*REQUIREMENT*: From the listing below, retype exactly the line holding "context.lineJoin = 'round';", the line holding "context.font = font", and the lines between them; skip everything else.

*RECORD SET*:
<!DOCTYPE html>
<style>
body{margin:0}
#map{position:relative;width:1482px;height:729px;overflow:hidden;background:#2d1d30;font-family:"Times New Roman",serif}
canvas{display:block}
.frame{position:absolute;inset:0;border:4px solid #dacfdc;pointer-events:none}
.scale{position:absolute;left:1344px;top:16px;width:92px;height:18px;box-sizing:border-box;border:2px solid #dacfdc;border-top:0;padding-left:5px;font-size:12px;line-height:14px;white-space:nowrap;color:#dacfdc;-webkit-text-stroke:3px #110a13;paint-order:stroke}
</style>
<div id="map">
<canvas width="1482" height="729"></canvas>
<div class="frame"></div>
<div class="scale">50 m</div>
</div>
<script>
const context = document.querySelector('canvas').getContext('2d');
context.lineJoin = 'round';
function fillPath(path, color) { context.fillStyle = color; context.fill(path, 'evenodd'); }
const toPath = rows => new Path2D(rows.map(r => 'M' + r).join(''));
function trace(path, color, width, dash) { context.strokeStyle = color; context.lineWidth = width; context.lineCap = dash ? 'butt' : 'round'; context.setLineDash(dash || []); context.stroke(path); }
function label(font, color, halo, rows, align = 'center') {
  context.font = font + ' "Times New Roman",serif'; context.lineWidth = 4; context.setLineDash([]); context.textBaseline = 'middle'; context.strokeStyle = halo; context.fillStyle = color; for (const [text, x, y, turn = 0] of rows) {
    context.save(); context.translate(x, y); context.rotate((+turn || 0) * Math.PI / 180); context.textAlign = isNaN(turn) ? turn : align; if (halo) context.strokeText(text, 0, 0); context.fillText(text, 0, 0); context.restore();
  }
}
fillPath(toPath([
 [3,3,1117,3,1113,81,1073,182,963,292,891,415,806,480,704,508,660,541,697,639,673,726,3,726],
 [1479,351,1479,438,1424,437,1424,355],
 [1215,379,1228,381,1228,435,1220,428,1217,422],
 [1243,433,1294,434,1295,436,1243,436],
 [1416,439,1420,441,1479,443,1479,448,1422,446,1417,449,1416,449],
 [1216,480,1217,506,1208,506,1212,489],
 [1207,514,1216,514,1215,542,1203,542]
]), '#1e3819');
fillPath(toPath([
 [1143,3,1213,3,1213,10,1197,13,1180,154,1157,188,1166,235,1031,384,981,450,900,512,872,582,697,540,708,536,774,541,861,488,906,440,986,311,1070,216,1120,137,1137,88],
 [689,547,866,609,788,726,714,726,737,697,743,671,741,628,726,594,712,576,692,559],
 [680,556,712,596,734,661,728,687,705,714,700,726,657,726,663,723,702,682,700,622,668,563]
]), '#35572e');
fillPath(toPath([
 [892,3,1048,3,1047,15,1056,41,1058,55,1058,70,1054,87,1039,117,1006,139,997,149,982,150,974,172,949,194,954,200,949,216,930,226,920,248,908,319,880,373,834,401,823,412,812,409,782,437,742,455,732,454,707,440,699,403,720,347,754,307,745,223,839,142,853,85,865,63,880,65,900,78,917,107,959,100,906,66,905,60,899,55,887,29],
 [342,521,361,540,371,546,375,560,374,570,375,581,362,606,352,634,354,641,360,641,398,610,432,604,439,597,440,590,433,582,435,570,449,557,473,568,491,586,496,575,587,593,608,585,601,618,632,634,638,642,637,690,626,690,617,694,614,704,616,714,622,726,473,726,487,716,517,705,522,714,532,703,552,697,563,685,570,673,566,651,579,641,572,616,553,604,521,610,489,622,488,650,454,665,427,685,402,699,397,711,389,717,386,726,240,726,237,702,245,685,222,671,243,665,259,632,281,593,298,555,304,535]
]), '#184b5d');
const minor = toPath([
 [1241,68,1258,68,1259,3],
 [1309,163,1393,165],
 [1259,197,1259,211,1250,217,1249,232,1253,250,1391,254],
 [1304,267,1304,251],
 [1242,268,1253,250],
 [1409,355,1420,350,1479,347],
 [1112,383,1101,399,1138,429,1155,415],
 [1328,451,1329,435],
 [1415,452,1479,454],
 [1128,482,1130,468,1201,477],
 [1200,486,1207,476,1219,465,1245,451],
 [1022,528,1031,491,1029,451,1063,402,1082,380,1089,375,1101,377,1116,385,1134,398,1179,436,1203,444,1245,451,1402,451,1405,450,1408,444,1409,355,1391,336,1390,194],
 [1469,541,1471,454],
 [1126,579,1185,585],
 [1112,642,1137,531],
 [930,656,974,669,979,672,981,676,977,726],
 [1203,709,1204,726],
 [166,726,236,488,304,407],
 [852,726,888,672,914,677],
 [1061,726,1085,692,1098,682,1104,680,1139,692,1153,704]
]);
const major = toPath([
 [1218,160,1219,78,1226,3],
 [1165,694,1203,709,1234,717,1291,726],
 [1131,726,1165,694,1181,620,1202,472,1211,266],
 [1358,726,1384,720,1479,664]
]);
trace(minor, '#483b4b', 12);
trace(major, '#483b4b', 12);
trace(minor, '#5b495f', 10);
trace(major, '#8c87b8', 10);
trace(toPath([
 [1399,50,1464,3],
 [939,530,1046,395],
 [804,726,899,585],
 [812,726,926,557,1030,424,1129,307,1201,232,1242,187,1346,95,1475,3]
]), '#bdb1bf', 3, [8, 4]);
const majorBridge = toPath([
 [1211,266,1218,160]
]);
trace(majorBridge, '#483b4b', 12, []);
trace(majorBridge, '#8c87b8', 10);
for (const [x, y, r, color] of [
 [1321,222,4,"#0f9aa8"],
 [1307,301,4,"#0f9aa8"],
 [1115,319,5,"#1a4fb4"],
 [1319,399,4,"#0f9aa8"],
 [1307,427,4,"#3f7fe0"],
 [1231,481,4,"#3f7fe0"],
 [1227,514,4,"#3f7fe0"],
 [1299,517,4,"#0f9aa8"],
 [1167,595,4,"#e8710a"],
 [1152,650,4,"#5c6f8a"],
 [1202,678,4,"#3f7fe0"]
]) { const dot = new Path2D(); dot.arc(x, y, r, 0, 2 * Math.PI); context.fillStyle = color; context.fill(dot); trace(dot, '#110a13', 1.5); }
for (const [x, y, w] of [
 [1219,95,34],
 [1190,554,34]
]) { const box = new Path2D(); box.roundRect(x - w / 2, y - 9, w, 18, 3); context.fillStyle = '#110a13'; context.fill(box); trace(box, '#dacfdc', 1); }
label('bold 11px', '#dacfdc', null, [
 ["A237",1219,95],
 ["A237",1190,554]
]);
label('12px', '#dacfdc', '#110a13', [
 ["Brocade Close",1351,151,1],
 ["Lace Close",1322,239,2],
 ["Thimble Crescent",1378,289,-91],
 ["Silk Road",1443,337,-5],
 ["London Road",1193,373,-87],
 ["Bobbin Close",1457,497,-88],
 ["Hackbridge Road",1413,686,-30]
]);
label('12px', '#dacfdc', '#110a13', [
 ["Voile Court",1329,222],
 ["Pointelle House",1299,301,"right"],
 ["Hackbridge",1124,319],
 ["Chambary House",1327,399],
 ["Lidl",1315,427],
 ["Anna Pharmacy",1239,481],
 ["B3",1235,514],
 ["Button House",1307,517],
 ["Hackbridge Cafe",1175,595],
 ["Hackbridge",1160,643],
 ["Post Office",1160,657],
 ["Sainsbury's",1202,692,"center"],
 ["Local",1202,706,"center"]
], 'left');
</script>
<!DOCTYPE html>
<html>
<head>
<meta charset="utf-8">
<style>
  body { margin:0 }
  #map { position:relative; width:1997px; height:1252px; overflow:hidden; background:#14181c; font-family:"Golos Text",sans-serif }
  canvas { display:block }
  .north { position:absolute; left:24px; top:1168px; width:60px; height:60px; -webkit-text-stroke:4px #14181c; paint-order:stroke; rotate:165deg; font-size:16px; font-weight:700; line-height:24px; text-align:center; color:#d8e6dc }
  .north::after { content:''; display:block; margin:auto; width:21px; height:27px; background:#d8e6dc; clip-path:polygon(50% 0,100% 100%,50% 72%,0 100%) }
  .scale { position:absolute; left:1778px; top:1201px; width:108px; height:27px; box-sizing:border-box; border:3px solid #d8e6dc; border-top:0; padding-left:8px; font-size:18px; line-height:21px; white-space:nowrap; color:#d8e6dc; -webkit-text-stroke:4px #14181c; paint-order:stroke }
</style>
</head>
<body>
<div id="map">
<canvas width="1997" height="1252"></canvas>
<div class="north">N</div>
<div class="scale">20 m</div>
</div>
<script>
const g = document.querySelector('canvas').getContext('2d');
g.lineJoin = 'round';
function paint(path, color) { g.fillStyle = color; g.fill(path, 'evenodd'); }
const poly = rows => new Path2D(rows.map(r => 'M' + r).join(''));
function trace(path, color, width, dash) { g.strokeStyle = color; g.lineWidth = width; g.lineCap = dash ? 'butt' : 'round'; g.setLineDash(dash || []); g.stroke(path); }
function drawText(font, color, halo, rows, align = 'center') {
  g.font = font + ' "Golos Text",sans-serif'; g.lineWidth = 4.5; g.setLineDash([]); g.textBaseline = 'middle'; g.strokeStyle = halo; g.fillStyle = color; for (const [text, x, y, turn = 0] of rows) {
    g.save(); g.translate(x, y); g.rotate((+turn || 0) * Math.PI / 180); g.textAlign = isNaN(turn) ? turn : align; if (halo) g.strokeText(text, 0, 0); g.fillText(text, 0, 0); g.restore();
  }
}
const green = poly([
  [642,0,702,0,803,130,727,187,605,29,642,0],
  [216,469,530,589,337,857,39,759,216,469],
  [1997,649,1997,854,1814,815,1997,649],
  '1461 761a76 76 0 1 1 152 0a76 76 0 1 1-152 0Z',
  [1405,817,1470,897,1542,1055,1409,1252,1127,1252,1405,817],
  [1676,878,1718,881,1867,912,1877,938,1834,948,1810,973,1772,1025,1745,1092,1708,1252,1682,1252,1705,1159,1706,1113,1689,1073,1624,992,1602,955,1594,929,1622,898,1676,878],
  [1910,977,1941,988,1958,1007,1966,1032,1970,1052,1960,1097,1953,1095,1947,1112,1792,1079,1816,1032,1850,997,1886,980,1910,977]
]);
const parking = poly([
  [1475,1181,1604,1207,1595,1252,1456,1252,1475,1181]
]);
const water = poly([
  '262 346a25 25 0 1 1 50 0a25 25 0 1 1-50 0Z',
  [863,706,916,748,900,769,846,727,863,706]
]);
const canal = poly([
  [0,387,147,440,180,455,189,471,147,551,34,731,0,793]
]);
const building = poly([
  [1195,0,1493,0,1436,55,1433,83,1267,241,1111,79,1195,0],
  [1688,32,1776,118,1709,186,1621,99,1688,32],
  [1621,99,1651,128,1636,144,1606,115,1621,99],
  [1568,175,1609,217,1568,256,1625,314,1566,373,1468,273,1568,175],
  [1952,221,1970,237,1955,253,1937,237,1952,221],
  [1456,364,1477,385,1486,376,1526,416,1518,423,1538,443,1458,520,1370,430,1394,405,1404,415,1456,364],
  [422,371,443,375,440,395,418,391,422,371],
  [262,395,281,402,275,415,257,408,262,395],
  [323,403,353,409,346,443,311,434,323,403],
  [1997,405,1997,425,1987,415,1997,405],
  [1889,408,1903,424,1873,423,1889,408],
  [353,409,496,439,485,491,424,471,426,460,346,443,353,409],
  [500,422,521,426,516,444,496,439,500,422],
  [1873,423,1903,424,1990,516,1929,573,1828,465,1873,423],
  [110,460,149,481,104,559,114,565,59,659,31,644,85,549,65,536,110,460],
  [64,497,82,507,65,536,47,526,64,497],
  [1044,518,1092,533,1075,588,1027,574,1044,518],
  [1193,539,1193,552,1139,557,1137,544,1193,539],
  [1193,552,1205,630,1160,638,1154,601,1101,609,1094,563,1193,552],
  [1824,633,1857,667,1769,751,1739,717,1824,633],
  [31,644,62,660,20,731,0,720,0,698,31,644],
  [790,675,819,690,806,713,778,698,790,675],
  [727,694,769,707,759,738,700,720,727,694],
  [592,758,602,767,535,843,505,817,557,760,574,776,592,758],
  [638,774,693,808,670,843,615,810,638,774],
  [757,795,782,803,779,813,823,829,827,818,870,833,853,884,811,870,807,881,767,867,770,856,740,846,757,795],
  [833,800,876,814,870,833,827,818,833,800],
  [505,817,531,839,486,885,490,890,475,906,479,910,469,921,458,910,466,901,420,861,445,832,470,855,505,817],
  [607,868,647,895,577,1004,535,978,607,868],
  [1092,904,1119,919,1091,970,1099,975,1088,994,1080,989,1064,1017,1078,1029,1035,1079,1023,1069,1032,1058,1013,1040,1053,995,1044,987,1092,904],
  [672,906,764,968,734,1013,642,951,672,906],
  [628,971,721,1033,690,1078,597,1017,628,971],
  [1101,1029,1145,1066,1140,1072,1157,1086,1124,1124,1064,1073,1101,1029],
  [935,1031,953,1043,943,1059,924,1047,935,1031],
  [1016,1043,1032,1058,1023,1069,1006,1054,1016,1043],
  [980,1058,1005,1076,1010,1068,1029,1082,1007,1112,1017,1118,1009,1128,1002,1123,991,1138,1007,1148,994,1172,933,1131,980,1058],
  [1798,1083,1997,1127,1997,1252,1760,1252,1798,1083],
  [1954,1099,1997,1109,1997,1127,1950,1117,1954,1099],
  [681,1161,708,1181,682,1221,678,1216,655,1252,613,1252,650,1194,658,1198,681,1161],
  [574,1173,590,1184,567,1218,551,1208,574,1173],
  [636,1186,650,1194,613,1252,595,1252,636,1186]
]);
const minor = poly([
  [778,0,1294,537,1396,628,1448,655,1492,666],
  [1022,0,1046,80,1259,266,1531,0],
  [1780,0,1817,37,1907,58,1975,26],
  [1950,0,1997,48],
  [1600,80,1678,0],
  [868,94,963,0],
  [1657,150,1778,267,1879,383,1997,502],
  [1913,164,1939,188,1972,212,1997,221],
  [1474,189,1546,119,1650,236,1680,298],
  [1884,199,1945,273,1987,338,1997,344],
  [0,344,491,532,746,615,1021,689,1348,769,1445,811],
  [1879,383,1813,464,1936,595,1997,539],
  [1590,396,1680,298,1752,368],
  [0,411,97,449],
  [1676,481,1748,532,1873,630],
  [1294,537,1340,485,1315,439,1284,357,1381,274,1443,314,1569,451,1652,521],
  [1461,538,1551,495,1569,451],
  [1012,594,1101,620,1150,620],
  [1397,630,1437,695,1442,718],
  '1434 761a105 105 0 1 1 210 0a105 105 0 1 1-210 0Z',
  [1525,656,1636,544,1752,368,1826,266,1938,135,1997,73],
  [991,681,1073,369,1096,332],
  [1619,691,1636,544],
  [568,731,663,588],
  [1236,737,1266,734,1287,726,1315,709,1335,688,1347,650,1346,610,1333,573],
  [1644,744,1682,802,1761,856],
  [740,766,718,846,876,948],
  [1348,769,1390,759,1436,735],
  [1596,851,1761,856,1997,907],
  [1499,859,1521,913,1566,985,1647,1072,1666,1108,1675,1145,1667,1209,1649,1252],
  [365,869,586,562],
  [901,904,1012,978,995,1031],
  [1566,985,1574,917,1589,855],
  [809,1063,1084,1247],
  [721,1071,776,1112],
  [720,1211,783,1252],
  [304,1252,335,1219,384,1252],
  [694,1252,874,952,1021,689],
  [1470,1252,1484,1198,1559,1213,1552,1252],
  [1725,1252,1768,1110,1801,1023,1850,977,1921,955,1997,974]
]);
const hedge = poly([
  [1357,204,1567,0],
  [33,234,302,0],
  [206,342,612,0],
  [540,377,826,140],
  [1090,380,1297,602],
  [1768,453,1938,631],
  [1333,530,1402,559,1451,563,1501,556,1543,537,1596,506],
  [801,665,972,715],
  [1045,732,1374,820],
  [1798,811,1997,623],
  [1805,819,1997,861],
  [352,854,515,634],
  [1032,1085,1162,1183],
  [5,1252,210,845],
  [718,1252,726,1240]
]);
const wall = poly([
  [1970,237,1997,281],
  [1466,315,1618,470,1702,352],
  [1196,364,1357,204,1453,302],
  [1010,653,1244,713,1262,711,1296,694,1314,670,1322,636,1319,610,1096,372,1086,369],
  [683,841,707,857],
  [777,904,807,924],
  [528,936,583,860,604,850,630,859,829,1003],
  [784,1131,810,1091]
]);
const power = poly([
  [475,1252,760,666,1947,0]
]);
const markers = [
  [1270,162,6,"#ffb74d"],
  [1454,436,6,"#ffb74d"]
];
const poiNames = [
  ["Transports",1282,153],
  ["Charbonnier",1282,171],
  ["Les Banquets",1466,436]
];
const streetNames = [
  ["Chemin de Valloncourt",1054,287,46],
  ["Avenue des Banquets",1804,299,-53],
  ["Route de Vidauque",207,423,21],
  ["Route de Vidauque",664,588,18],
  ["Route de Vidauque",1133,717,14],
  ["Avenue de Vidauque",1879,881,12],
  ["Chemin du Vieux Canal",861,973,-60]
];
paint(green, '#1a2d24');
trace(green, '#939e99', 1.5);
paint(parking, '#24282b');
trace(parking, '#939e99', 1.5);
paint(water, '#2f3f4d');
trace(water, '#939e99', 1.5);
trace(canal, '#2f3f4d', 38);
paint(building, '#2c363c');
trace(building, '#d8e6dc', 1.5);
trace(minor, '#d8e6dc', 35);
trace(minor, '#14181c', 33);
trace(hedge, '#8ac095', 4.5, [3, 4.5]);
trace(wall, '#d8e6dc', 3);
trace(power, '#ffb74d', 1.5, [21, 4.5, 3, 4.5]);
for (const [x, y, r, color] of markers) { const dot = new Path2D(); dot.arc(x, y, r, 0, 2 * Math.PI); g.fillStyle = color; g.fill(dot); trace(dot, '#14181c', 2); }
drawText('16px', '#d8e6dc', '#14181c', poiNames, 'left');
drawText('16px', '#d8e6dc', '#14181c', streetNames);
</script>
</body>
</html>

*FINISHED EXERCISE*:
context.lineJoin = 'round';
function fillPath(path, color) { context.fillStyle = color; context.fill(path, 'evenodd'); }
const toPath = rows => new Path2D(rows.map(r => 'M' + r).join(''));
function trace(path, color, width, dash) { context.strokeStyle = color; context.lineWidth = width; context.lineCap = dash ? 'butt' : 'round'; context.setLineDash(dash || []); context.stroke(path); }
function label(font, color, halo, rows, align = 'center') {
  context.font = font + ' "Times New Roman",serif'; context.lineWidth = 4; context.setLineDash([]); context.textBaseline = 'middle'; context.strokeStyle = halo; context.fillStyle = color; for (const [text, x, y, turn = 0] of rows) {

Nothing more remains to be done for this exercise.